Your implications that table layout can be "well defined" or "heavily optimized" are both false. The problem is that table layout is ill-defined: it's really a pile of hacks upon hacks that were invented at Netscape a long time ago and still not standardized or consistent between browsers. And, speaking as someone who optimizes layout engines for a living, complexity is the #1 enemy of "heavy optimization". Spec complexity is the #1 reason why layout is so slow, because it makes layout engines large, complex, and brittle.


The attitude is the result of a thing that just keeps annoying people. It's certainly not a cause of a slow web.


Given that the problem is not simple, I'm happy to have fast and predictable.


A basic rule of universe is that complexity remains, you can merely shift it around.

You can always increase complexity. For instance, by doing all math in Roman Numerals. Thus, in at least some cases you can decrease it. So your statement doesn't hold.

I think you were referring to something like inherent complexity, but then you would have to somehow prove that all this complexity is inherent.


> A basic rule of universe is that complexity remains, you can merely shift it around.

Not really. CSS grid systems (like in Bootstrap) require some ugly and non-semantic markup, but they're not very complex.


They don't require non-semantic markup -- as I said in a comment that was downvoted for some reason. There's a whole set of best practices that people aren't mentioning in this thread.

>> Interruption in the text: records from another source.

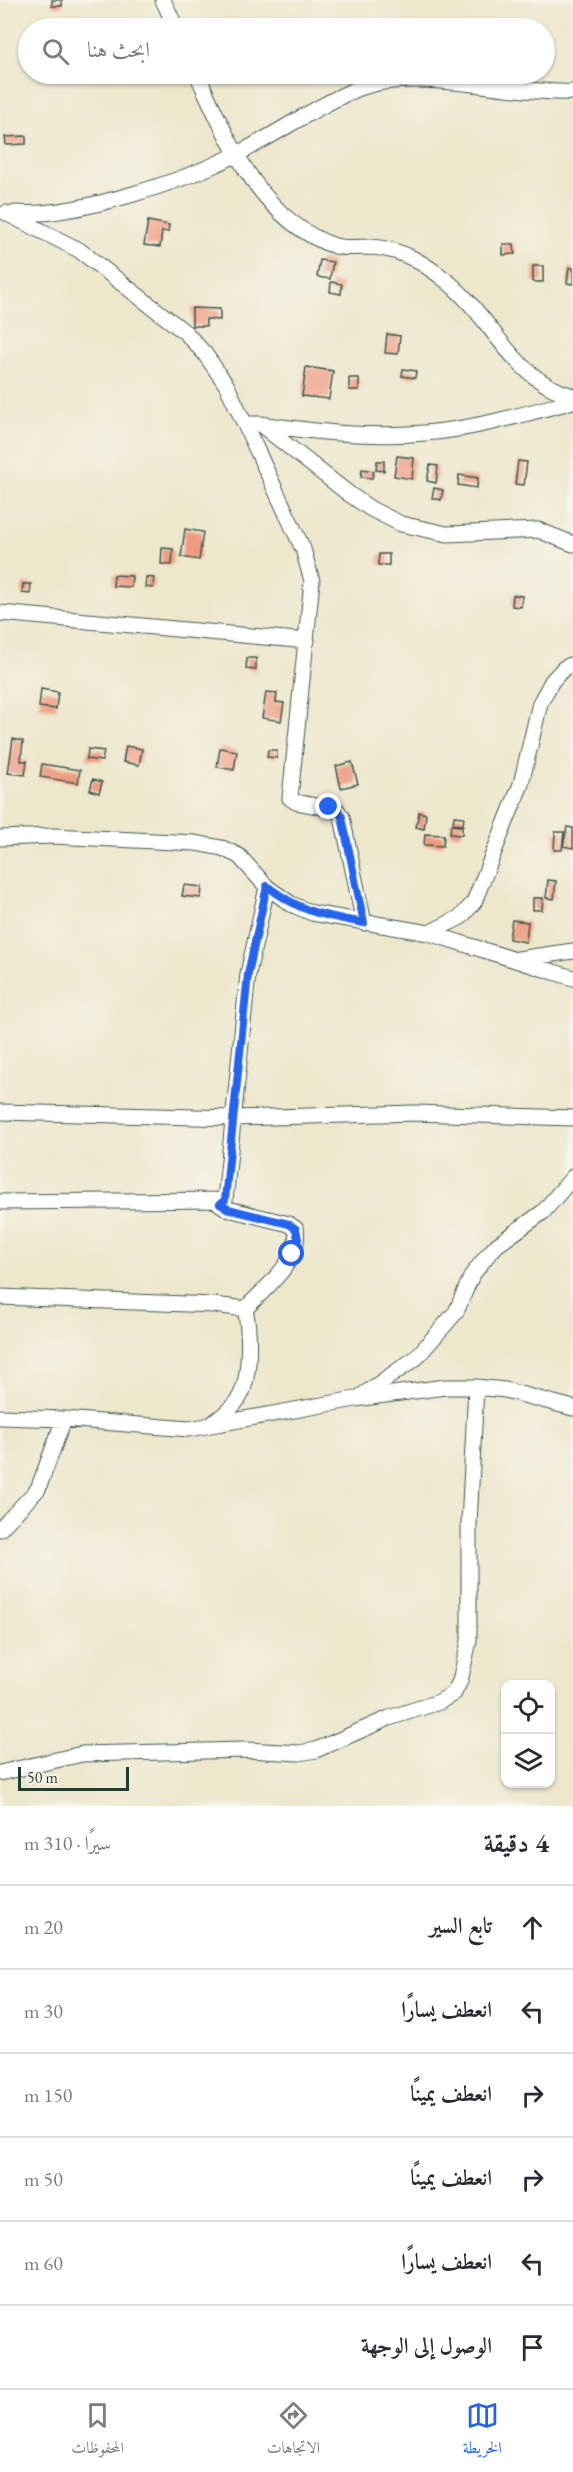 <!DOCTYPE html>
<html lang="ar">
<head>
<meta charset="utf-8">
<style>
	body { margin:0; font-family:"EB Garamond",Amiri,serif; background:#f7f7f7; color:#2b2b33; direction:rtl }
	.controls { position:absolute; right:18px; bottom:18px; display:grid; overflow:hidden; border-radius:12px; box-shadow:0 2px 4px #0004 }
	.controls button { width:54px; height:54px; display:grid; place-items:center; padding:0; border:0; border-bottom:2px solid #e1e1e2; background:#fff; color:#2b2b33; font:30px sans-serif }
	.scale { position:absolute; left:18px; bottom:15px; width:111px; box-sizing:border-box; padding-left:6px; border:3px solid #1f3d34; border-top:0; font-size:16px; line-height:21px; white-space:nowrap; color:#1f3d34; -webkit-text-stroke:4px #f7f3e8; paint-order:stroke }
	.stop { position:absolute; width:18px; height:18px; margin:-14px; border:4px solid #2563eb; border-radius:50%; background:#fff }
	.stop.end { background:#2563eb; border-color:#fff; box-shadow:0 2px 6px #0008 }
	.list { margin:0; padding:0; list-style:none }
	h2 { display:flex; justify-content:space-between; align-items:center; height:78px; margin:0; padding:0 24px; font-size:26px }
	h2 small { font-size:20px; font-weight:400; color:#7c7c81 }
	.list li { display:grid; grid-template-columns:39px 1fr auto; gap:18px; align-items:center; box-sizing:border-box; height:84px; padding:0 24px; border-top:2px solid #e1e1e2 }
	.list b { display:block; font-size:22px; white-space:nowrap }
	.list em { font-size:20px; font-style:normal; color:#7c7c81 }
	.icon { flex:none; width:33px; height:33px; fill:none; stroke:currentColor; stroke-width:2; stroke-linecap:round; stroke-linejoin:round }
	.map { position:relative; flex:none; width:573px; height:1806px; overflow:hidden; direction:ltr }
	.search { position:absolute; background:#fff; box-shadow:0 2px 4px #0004; left:18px; right:18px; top:18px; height:66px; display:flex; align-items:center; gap:15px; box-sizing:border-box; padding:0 21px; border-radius:33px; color:#7c7c81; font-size:22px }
	.sheet { height:582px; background:#fff }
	nav { display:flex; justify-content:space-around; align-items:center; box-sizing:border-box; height:84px; border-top:2px solid #e1e1e2; background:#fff; font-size:16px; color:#7c7c81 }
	nav a { display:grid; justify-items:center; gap:3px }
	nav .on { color:#2563eb }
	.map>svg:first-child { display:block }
</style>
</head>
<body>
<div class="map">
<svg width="573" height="1806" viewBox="0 0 573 1806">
	<rect width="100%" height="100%" fill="#f7f3e8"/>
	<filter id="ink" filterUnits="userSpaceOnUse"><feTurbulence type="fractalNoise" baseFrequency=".0167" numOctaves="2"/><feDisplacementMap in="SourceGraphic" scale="12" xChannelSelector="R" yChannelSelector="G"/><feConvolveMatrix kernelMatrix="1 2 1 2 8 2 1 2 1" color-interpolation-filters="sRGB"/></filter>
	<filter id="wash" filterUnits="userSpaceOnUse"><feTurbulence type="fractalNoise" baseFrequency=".008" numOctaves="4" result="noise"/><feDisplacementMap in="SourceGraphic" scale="24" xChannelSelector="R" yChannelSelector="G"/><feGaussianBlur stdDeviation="1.35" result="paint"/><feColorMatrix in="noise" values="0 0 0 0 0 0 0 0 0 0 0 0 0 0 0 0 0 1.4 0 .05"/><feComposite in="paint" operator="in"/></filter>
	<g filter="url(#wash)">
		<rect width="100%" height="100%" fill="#ede7cc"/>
		<g id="blocks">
			<!-- building -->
			<path fill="#ee9b81" d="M 52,0 L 62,0 L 62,6 L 52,6 Z
				M 26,136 L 26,144 L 6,145 L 5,137 Z
				M 148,221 L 169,225 L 168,232 L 162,231 L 160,247 L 144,245 Z
				M 503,244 L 514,244 L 515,254 L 503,255 Z
				M 320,260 L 333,262 L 330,279 L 317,277 Z
				M 533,266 L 543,266 L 543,282 L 533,282 Z
				M 569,267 L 573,268 L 573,284 L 567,283 Z
				M 331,282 L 342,284 L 341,294 L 330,292 Z
				M 192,308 L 220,309 L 220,320 L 206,319 L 206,326 L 192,326 Z
				M 387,334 L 400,336 L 398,354 L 385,353 Z
				M 306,367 L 333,371 L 329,399 L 302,396 Z
				M 403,369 L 416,371 L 415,378 L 402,376 Z
				M 349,378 L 359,378 L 359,390 L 349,390 Z
				M 397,456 L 414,458 L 412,479 L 394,476 Z
				M 377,461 L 384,461 L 384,471 L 376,470 Z
				M 518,461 L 527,462 L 524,485 L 515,484 Z
				M 430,465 L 438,466 L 436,483 L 427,481 Z
				M 362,469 L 374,471 L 372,478 L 361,477 Z
				M 459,475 L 478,478 L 477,488 L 458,485 Z
				M 434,488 L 443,490 L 441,500 L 432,498 Z
				M 185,529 L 203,532 L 199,560 L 181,557 Z
				M 162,548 L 173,549 L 172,565 L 161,564 Z
				M 379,554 L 389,554 L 389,565 L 378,565 Z
				M 114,575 L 132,576 L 131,587 L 113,586 Z
				M 146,577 L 154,578 L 153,588 L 145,587 Z
				M 23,584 L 31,584 L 30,594 L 22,593 Z
				M 513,595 L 522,596 L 521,607 L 512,606 Z
				M 247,658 L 256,658 L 256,670 L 246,669 Z
				M 41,689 L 58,692 L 56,709 L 39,707 Z
				M 266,692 L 277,693 L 276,702 L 284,703 L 281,721 L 262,718 Z
				M 13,739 L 23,741 L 21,761 L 27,761 L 25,775 L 8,773 Z
				M 126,746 L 142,749 L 139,765 L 123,762 Z
				M 220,748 L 237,751 L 234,770 L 217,767 Z
				M 88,749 L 104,751 L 102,761 L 87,759 Z
				M 268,750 L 277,750 L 277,758 L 267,757 Z
				M 352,762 L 358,784 L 341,788 L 336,766 Z
				M 42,764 L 80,770 L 78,783 L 40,777 Z
				M 93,779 L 102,782 L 99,793 L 90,790 Z
				M 419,812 L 426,814 L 424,829 L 416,827 Z
				M 454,816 L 464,817 L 463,825 L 453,824 Z
				M 451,825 L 462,826 L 462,835 L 450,834 Z
				M 567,827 L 573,828 L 573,848 L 563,846 Z
				M 555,832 L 564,832 L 562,850 L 554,850 Z
				M 425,834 L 444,835 L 443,846 L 424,845 Z
				M 548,880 L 556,881 L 554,899 L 546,898 Z
				M 184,885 L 202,887 L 201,898 L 182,896 Z
				M 533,898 L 543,898 L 542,910 L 533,910 Z
				M 512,920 L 528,922 L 526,942 L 509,939 Z"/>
		</g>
	</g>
	<g filter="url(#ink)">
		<use href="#blocks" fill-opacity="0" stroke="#3e564b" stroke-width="1.5"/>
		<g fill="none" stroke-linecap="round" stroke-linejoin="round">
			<!-- minor casing -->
			<g stroke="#3e564b" stroke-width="17">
				<path id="minor" d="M 163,0 L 176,28
					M 197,74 C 227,138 260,221 335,246 C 346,249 360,247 371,247 C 402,249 424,263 448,282 C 493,319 513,380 573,396
					M 6,213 L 79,250 L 186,333 L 205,354 L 227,386 L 303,549 L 312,581 L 290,798 L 296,802 L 337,810 L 342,817 L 364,923
					M 15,213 C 73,218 185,181 237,154 C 276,135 317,105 357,89 C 415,66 508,95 573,92
					M 245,424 L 260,424 L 349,494 L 371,509 L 401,524 L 447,534 L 538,530 L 573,544
					M 260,424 C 315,432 370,438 425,433 C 475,429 525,414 573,401
					M 0,613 L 307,641
					M 0,838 L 53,836 L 195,843 L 222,848 L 239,856 L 267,887 L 291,904 L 312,913 L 429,933 L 573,978
					M 429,933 L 461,917 L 474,902 L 521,784 L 540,703 L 552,681 L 564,668 L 573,664
					M 518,959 L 573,951
					M 0,1112 L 234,1118 L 415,1113 L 573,1118
					M 0,1202 L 225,1200
					M 0,1297 L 214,1305 L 245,1309
					M 245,1309 C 264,1289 302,1260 296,1229 L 289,1224 L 228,1209 L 220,1204 L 225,1200 L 248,974 L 267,887
					M 360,1397 L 416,1358 L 456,1312 L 472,1275 L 487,1256 L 497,1245 L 543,1212 L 573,1177
					M 0,1417 L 64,1419 L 189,1429 L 355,1399 L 445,1387 L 476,1387 L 505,1390 L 573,1408
					M 212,1424 C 222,1416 232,1409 239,1398 C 251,1379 250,1331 245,1309
					M 0,1529 L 38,1489 L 64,1419
					M 0,1773 L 82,1754 L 245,1750 L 299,1753 L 316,1750 L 389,1718 L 439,1702 L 454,1693 L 460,1681 L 469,1641 L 469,1524 L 476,1387"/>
			</g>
			<!-- minor -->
			<use href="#minor" stroke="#fff" stroke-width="15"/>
		</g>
	</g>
	<g fill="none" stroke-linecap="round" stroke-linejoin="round" filter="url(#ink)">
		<!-- route -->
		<path stroke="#2563eb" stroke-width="8" d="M 292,1254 L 298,1239 L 296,1229 L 289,1224 L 228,1209 L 220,1204 L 225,1200 L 248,974 L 267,886 C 302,913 322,915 364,923 L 342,817 L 338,810 L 329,807"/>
	</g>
</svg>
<div class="controls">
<button><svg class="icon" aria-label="locate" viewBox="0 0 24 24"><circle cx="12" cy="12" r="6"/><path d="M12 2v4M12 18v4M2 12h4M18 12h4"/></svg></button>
<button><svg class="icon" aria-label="layers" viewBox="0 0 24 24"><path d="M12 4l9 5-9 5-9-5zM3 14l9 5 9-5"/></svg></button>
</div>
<div class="scale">50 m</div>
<div class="stop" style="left:292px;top:1254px"></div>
<div class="stop end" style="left:329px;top:807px"></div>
<div class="search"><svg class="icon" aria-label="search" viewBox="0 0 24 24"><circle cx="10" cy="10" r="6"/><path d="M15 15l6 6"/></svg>ابحث هنا</div>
</div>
<section class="sheet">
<h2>4 دقيقة<small>سيرًا · 310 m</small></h2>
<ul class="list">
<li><svg class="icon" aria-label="ahead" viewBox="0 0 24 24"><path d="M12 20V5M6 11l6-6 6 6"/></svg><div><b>تابع السير</b></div><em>20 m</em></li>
<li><svg class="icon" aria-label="left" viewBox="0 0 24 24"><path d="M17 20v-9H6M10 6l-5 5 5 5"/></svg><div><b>انعطف يسارًا</b></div><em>30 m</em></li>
<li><svg class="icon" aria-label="right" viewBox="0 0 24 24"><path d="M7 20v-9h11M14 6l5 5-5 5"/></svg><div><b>انعطف يمينًا</b></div><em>150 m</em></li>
<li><svg class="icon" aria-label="right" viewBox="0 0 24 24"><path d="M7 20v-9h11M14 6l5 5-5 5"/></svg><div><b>انعطف يمينًا</b></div><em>50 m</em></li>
<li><svg class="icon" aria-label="left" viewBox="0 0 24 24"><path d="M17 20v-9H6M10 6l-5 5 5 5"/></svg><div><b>انعطف يسارًا</b></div><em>60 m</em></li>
<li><svg class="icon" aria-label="arrive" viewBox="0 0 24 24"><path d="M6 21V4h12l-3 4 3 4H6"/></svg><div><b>الوصول إلى الوجهة</b></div></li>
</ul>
</section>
<nav>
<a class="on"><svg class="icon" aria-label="map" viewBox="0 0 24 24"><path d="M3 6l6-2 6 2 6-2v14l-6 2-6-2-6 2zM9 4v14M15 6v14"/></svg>الخريطة</a>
<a><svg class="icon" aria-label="directions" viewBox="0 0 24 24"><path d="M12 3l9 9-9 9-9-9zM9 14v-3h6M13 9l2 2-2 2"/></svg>الاتجاهات</a>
<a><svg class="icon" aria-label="saved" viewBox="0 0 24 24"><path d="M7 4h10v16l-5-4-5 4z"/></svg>المحفوظات</a>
</nav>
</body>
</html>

If you write your styles in the same preprocessor as the Bootstrap package you chose (Less by default, but optionally Sass), you can mix Bootstraps grid classes into your own semantically meaningful classes, and drop all the col-xs stuff from your markup. Your markup elements can have class names that are purely semenatic. Almost every modern grid system offers preprocessor mixins that can be used in this way.

There are methodologies like BEM that are great for providing a semantically meaningful layer of classes in your markup.

It's true that the complexity remains and is shifted. The important part is that it's no longer interlaced with the complexity that describes the fine-scale structure of the page.

There have been some huge deficiencies in CSS over the years. It is frustrating to have to use complex sets of counterintuitive rules to achieve seemingly simple effects. But there are techniques for helping to manage it in modern web development.


Also, [0], since “All problems in computer science can be solved by another level of indirection, ...”.

[0]: https://www.ostraining.com/blog/coding/bootstrap-right-way/


StackOverflowError


No, what he really meant by complexity is information content - will always remain - you can compress it (akin to writing complex code) or uncompress it (akin to writing more code), but whatever you wanted to express you'll still have to express. This principle you can also find in all domain specific languages and in all frameworks that started out as easy and lightweight and become groteskly inflexible and ugly monstrosities after a while when the rest is being added to make them complete in all respects.


> because it kinda does the "right thing" in many cases, but it's actually ill-defined, varies between browsers, and has only a work-in-progress spec

Which is completely not like using CSS at all, right?


Like I said, I've implemented both. CSS 2.1 was much easier than tables. Almost everything I implemented in CSS 2.1 made sense (with some notable exceptions, such as the hypothetical box, margin collapse, and border collapse). Tables were nonstop backwards compatibility hacks.